Category Archives: Technical

The New Zooniverse Home

If you visit Zooniverse Home today you may notice that a few things have changed. For a while now we’ve wanted to improve the design of the site to better handle the growing range of projects that are part of the Zooniverse. With the updates released today we’ve completely reworked the look and feel of the site. We’ve organised projects into different categories, starting with Space, Climate and Humanities. There are lots of new categories coming soon.

Today we’re also launching an entirely new type of project as part of ‘Zooniverse Labs’. To date all Zooniverse projects come with the guarantee that your work will contribute directly toward real research output (usually academic papers), however this can make it hard to try new ideas. As the name suggests, Zooniverse Labs is about experimentation and we’re excited about launching new, often smaller-scale websites that continue to stretch the boundaries of science online. More news on this very soon.

Another new part of the redesigned Zooniverse homepage is the ‘My Projects’ section that allows you to see your contributions to the Zooniverse, and what else you might like to try out. This part of the site is very much in beta, and we hope to add to it in the coming months.

We hope you like the new look, and that it helps you explore more of what the Zooniverse has to offer.

Recent downtime at The Zooniverse

Last week the majority of The Zooniverse websites suffered their first major outage for over 2 years. Firstly I wanted to reassure you that the valuable classifications you all provide was always secure but perhaps more importantly I wanted to say sorry – we should have recovered more quickly from this incident and we’ll be working hard this week to put better systems in place to enable us to recover more rapidly in the future.

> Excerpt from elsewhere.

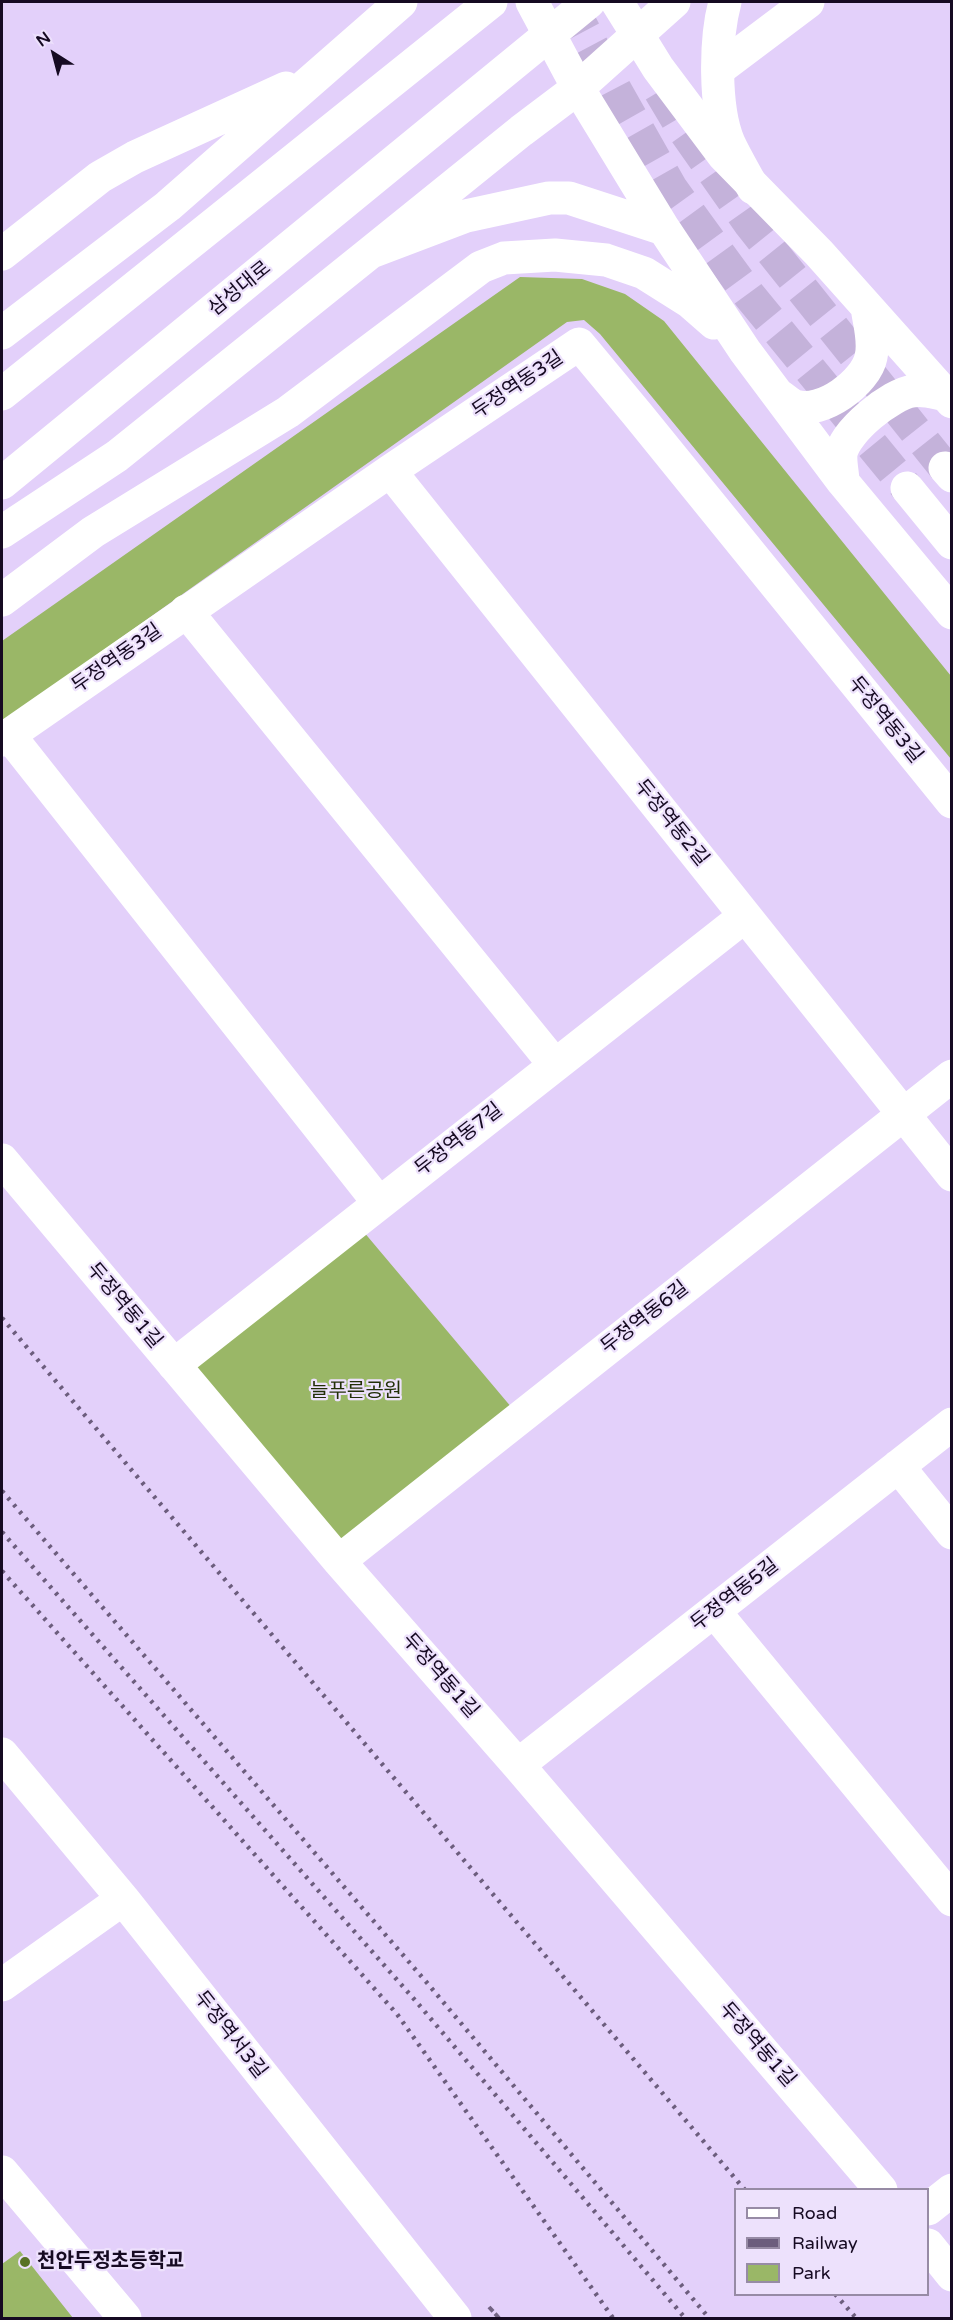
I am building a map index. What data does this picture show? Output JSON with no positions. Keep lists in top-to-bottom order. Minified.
{"streets":{"main road":["삼성대로","두정역동3길","두정역동2길","두정역동7길","두정역동1길","두정역동6길","두정역동5길","두정역서3길"]},"crossings":[["두정역동3길","두정역동2길"],["두정역동2길","두정역동7길"],["두정역동2길","두정역동6길"],["두정역동7길","두정역동1길"],["두정역동1길","두정역동6길"],["두정역동1길","두정역동5길"]],"parks":["늘푸른공원"],"places":["천안두정초등학교"],"legend":["Road","Railway","Park"],"north":"top left"}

For those who’d like more of the gory details, read on…

Some background

Many of you will know the story of the launch of the original Galaxy Zoo (in July 2007); just a few hours after launch the website hosted by the SDSS web team and Johns Hopkins University crashed under the strain of thousands of visitors to the site. Thankfully due to the heroic efforts of the JHU team (involving a new web server being built) the Galaxy Zoo site recovered and a community of hundreds of thousands of zooties was born.

Fast-forward to February 2009 and we were planning for the launch of Galaxy Zoo 2. This time we knew that we were going to have a busy launch day – Chris was once again going to be on BBC breakfast. So that we could keep the site running well during the extremely busy periods we looked to commercial solutions for scalable web hosting. There are a number of potential choices in this arena but by far the most popular and reliable service was that offered by Amazon (yes the book store) and their Web Services platform. While I won’t dig into the technical details of Amazon Web Services (AWS) here, the fundamental difference when running web sites on AWS is that you have a collection of ‘virtual machines’ rather than physical servers.

If any of you have ever run Virtual PC or VMWare on your own computer then you’ll already realise that using machine virtualisation it’s possible to run a number of virtual machines on a single physical computer. This is exactly what AWS do except they do it at a massive scale (millions of virtual machines) and have some fantastic tools to help you build new virtual servers. One particularly attractive feature of using these virtual machines is that you can essentially have as many as you want and you only pay by the hour. At one point on the Galaxy Zoo 2 launch day we had 20 virtual machines running the Galaxy Zoo website, API and databases. 2 days later we were running only 3. The ability to scale up (and down) in realtime the number of virtual machines means that we are able to cope with huge variations in the traffic that a particular Zooniverse site may be receiving.

The outage last week

As I write this blog post we currently have 22 virtual servers running on AWS. That includes all of The Zooniverse projects, the database servers, caching servers for Planet Hunters, our blogs, the forums and Talk and much more. Amazon have a number of hosting ‘regions’ that are essentially different geographical locations where they have datacenters. We happen to host in the ‘us-east’ region in Virginia – conveniently placed for both Europe and American traffic.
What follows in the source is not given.